Danke Leute für die prompte Antwort#6 . Echt super aber eine Frage habe ich noch zur Schlaufe am Ende des Haars. Wie verhindere ich das der Boilie wieder beim werfen abfällt. Im Angelladen habe ich Boiliestopper gesehen die man festzieht am Ende des Haars, das scheint hier aber nicht zu gehen|kopfkrat , wie macht ihr das ? Nehmt ihr Mono oder geflochtene ?


----------



## Hummer (6. Februar 2006)

*AW: No-Knot-Rig mit Haarmontage*

Doch das geht mit dem Boiliestopper.
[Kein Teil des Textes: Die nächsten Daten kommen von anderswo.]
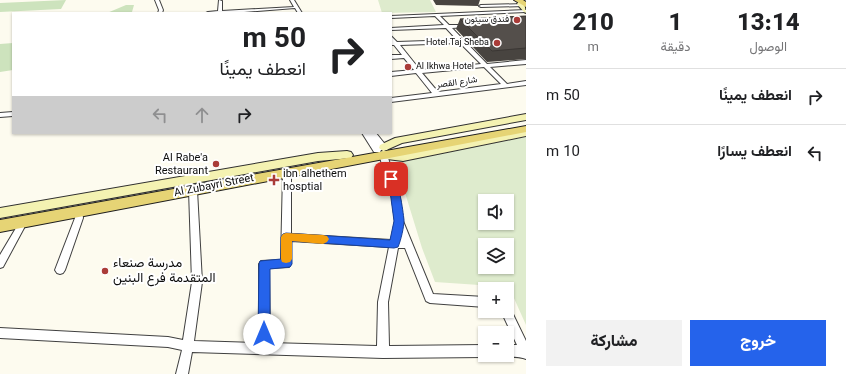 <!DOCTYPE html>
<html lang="ar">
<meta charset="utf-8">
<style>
body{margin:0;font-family:Georgia,Vazirmatn,serif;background:#f2f2f2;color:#202124;direction:rtl;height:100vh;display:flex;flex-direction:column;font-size:15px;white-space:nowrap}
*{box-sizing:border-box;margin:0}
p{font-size:13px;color:#757577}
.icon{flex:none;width:22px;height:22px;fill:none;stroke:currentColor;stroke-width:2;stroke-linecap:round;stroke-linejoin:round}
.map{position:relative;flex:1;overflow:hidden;direction:ltr}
.panel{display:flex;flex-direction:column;background:#fff;width:320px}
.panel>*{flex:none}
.hud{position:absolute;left:12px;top:12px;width:380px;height:122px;border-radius:0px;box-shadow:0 1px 3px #0004;direction:rtl;background:#fff;color:#202124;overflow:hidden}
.fabs{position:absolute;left:478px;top:194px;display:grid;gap:8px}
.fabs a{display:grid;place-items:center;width:36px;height:36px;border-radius:0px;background:#fff;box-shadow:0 1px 3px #0004;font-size:20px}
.pin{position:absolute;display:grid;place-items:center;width:34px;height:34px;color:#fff;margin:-17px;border-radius:8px;box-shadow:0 2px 6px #0006}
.me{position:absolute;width:44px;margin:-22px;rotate:0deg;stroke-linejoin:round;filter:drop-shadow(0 0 3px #0008)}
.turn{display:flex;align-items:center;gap:14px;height:84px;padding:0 20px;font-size:18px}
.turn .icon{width:52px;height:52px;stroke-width:2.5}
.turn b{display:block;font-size:28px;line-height:34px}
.lanes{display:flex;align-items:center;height:38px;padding:0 20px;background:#0003;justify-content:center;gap:20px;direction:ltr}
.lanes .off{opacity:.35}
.eta{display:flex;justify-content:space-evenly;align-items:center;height:68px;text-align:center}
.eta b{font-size:24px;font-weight:800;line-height:28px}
.action{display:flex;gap:8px;margin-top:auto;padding:8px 20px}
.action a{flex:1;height:46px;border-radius:0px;background:#2563eb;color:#fff;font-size:16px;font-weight:800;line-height:46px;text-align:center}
.action a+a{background:#f2f2f2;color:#202124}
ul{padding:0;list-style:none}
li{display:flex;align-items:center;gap:12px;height:56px;padding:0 20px;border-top:1px solid #e0e0e0}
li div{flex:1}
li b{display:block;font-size:15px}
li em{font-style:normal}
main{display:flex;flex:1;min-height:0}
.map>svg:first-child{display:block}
</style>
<main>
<section class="panel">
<div class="eta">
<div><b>13:14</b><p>الوصول</p></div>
<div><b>1</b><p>دقيقة</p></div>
<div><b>210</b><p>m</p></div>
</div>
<ul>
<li><svg class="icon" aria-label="right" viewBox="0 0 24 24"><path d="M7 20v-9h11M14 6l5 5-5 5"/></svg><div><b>انعطف يمينًا</b></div><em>50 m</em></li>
<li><svg class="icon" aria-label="left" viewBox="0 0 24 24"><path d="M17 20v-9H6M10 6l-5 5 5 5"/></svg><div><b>انعطف يسارًا</b></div><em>10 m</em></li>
</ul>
<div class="action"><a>خروج</a><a>مشاركة</a></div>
</section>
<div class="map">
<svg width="526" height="374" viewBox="0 0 526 374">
<rect width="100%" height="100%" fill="#fdfbef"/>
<path fill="#cde3bd" d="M66,0L61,9L0,12V3Z
M126,5H134L132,12L136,13H107Z
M13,43V70L0,72V44Z"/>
<path fill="#deebcd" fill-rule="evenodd" d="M378,0H430L436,12L382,13Z
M526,137V325L509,287L435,282L422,248L398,170L403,160ZM485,201H507V223H485ZM485,245H507V267H485Z"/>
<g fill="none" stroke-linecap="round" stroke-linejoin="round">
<defs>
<path id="minor" d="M155,0H159L163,10L162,13H158L159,10Z
M219,0L222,1V11L294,7L290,0H294L302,13H298L295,8L232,13H206L208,12L218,11Z
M526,4L525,6L481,7L479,6L481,5Z
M526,10V12L440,16L449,25H469V26L467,27L452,28L487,64L526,60V64L490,67L507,84L526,81V85L391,102V98L432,93L416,73L391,76V72L414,70L404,58L391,59V55H402L394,45H391V36L397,42L457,40L446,28L391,30V28L444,25L435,16L391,18V16ZM460,43L481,64L420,70L400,45ZM484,67L501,84L438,92L422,73Z
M13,112V116L0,117V113Z
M362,133H376L388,148L387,150H381L371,137L381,150L380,152H374Z
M380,153H386L387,155L399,191L403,221L433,294L485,297V307L430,303L426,301L405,248H398L388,302L389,346L485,345V355H489L485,357L383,358L192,352L188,374H176L182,350L168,347L0,338V328L168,337L183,340L192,282L189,190L193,187L197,190L202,282L194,341L259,343V264L261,261L281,260L283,173L284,171L287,170L291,173V234L391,240L395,221L391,191L379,155ZM291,241L389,247L378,302L377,346L270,343L269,268L289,267L291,264Z
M79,209L82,210L83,218L65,270L63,273L60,274L57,273L55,270L75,218L76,210Z
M21,219L24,220L25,222L24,228L3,267L0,268V255L16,228L18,220Z
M507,307L510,308L526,341V359C519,356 511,358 503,355H507V345H517L501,311H507Z"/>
<path id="secondary" d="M519,1L524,2L526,13L524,12L517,4Z
M526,114V120L402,143L384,151L403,153L526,130V136L403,161L379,158L377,155L379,152L383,151L379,148L380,145L395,138Z
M347,151L351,152L353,155L351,158L318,161L0,218V208L318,153Z"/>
<path id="primary" d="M514,0H523L526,2V7Z
M526,126V132L0,232V220Z"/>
</defs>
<use href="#minor" stroke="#404040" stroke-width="2"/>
<use href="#secondary" stroke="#2f2f2f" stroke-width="2"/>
<use href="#primary" stroke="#1e1e1e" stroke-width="2"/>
<use href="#minor" fill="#fff" fill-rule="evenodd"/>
<use href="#secondary" fill="#f4f2b2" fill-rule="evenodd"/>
<use href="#primary" fill="#e6d475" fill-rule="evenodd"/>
</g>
<path fill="#484440" d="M433,0H480L478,6L436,5Z
M526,16V59L487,62L456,29L460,19Z"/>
<path fill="#544f4b" stroke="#3b3734" d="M526,16V48L492,51L460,19Z"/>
<path fill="#2563eb" stroke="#184099" d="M391,176C399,178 403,211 404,220C404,227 401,240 398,247L394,248L292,241V264L290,267L270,269V334L268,339L264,340L259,339L258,334L259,264L260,261L281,259V237L283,234L286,233L390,240L394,221L390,191L386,179Z"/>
<path fill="#f59e0b" d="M286,233L323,235L327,236L329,239L327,242L323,244L292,241V259L290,262L286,263L282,262L281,259V237L283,234Z"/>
<g fill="#aa3c38" stroke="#fff" stroke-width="1.5">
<circle cx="517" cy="20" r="4"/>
<circle cx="497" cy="43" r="4"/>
<circle cx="408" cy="67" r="4"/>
<circle cx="216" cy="164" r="4"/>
<path d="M272 174h4v4h4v4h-4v4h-4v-4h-4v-4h4z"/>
<circle cx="105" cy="271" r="4"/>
</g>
<g text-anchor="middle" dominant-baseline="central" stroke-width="4" stroke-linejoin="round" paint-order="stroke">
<g font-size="9" fill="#0d0d0d" stroke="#fff" text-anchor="end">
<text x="509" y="20">فندق سيئون</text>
<text x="489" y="43">Hotel Taj Sheba</text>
<text x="416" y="67" text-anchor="start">Al Ikhwa Hotel</text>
</g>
<g font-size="9" fill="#0d0d0d" stroke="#fff">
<text transform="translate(457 83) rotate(-8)">شارع القصر</text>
</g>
<g font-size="11" fill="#0d0d0d" stroke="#fff" text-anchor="end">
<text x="208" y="158">Al Rabe'a<tspan x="208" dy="13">Restaurant</tspan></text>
<text x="283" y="174" text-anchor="start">ibn alhethem<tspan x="283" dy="13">hosptial</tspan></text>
</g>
<g font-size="11" fill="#0d0d0d" stroke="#fff">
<text transform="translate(214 186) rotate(-11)">Al Zubayri Street</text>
</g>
<g font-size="13" fill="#0d0d0d" stroke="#fff" text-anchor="start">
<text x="113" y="264">مدرسة صنعاء<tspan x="113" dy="15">المتقدمة فرع البنين</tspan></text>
</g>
</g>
</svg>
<div class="fabs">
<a><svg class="icon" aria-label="sound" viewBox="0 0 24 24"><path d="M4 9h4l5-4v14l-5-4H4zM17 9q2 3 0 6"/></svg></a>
<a><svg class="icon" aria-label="layers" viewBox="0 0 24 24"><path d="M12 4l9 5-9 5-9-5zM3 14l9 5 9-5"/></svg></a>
<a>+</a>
<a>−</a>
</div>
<div class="pin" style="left:391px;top:179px;background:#d93025"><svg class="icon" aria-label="arrive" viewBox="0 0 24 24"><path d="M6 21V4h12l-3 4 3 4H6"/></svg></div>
<svg class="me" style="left:264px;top:334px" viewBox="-20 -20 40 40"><circle r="19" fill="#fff"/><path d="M0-13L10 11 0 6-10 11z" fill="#2563eb"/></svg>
<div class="hud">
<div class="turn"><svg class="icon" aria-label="right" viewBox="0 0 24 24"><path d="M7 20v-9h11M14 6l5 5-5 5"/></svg><div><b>50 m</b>انعطف يمينًا</div></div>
<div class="lanes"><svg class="icon off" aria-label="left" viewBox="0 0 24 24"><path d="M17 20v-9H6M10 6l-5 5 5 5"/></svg><svg class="icon off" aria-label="ahead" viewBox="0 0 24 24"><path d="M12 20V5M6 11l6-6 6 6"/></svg><svg class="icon" aria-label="right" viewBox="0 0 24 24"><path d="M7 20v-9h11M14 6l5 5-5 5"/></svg></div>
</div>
</div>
</main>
Du ziehst die Schlaufe des Haares durch den Boilie. Wenn die Schlaufe gerade so herausguckt, legst Du den Stopper in die Schlaufe und ziehst den Boilie gegen den Stopper fest. Auf dem letzten Bild siehst Du, wenn Du genau hinguckst, dass sich dort ein Boiliestopper befindet, der von der Schlaufe gegen den Boilie gedrückt wird.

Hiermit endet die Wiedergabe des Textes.